We will also need the mean of all scores:

\begin{equation*}
\bar{x} = \frac{\sum_{i=1}^{n} x_i}{n}
\end{equation*}

where

\begin{equation*}
n = \sum_{i=1}^{k} n_i
\end{equation*}


In [None]:
nTot = sum(ns)
sumTot = sum(sums)
meanTot = sumTot / nTot

nTot, sumTot, meanTot

Then we can calculate the sum of squares between using:

\begin{equation*}
SS_b = \sum_{i=1}^{k} n_i \times \left( \bar{x}_i - \bar{x} \right)^2
\end{equation*}

Again, we have all we need already so:

In [None]:
SSb = 0
for i in range(k):
    SSb = SSb + ns[i] * (means[i] - meanTot)**2
    
SSb

Almost there. We need those degrees of freedom. As before:

\begin{equation*}
df_b = k - 1
\end{equation*}


\begin{equation*}
df_w = n - k
\end{equation*}



In [None]:
dfb = k - 1
dfw = nTot - k

dfb, dfw

The mean square within is then defined as:

\begin{equation*}
MS_w = \frac{SS_w}{df_w}
\end{equation*}


In [None]:
MSw = SSw / dfw
MSw

And the mean square between as:


\begin{equation*}
MS_b = \frac{SS_b}{df_b}
\end{equation*}



In [None]:
MSb = SSb / dfb
MSb

Finally the f-value is given by:

\begin{equation*}
F = \frac{MS_b}{MS_w}
\end{equation*}


In [None]:
F = MSb / MSw
F

To find the corresponding p-value we need the f-distribution. This becomes a bit too complicated to work out so here's where we will need a package.
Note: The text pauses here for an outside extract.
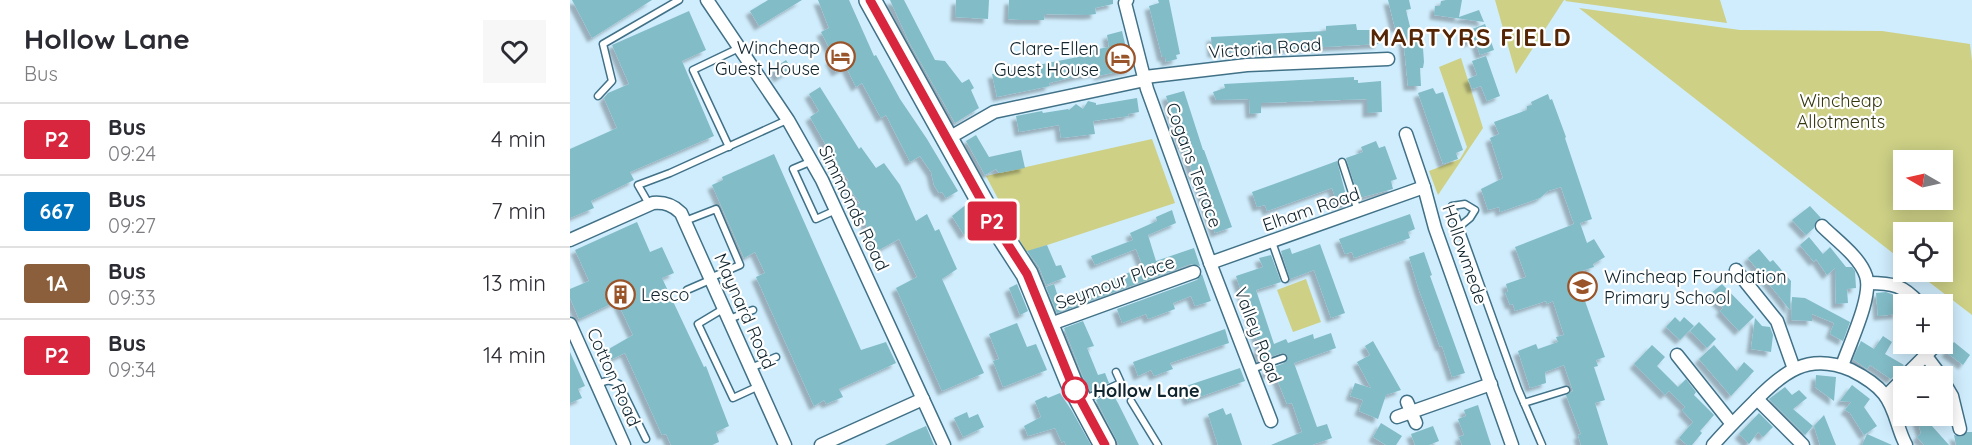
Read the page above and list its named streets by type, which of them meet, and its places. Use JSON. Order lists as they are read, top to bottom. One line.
{"streets":{"street":["Victoria Road","Cogans Terrace","Simmonds Road","Elham Road","Hollowmede","Seymour Place","Maynard Road","Valley Road","Cotton Road"]},"crossings":[["Victoria Road","Cogans Terrace"],["Cogans Terrace","Elham Road"],["Cogans Terrace","Valley Road"],["Elham Road","Hollowmede"],["Elham Road","Valley Road"]],"districts":["MARTYRS FIELD"],"parks":["Wincheap Allotments"],"places":{"hotel":["Wincheap Guest House","Clare-Ellen Guest House"],"school or university":["Wincheap Foundation Primary School"],"building":["Lesco"],"other":["Hollow Lane"]},"lines":["bus line P2"],"north":"left","page":{"heading":["Hollow Lane","Bus"],"on_map":"P2","list":[{"mark":"P2","name":"Bus","note":"09:24","value":"4 min"},{"mark":"667","name":"Bus","note":"09:27","value":"7 min"},{"mark":"1A","name":"Bus","note":"09:33","value":"13 min"},{"mark":"P2","name":"Bus","note":"09:34","value":"14 min"}],"map_buttons":["+","−"]}}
The scipy.stats module has an '<a href="https://docs.scipy.org/doc/scipy/reference/generated/scipy.stats.f.html">f<a>' function, so lets import that one.

In [None]:
from scipy.stats import f

Then to find the corresponding p-value we can use the 'sf' function, with the F-value, the degrees of freedom between, and the degrees of freedom within:

In [None]:
f.sf(F, dfb, dfw)

Et voila. The same as we saw in the other methods.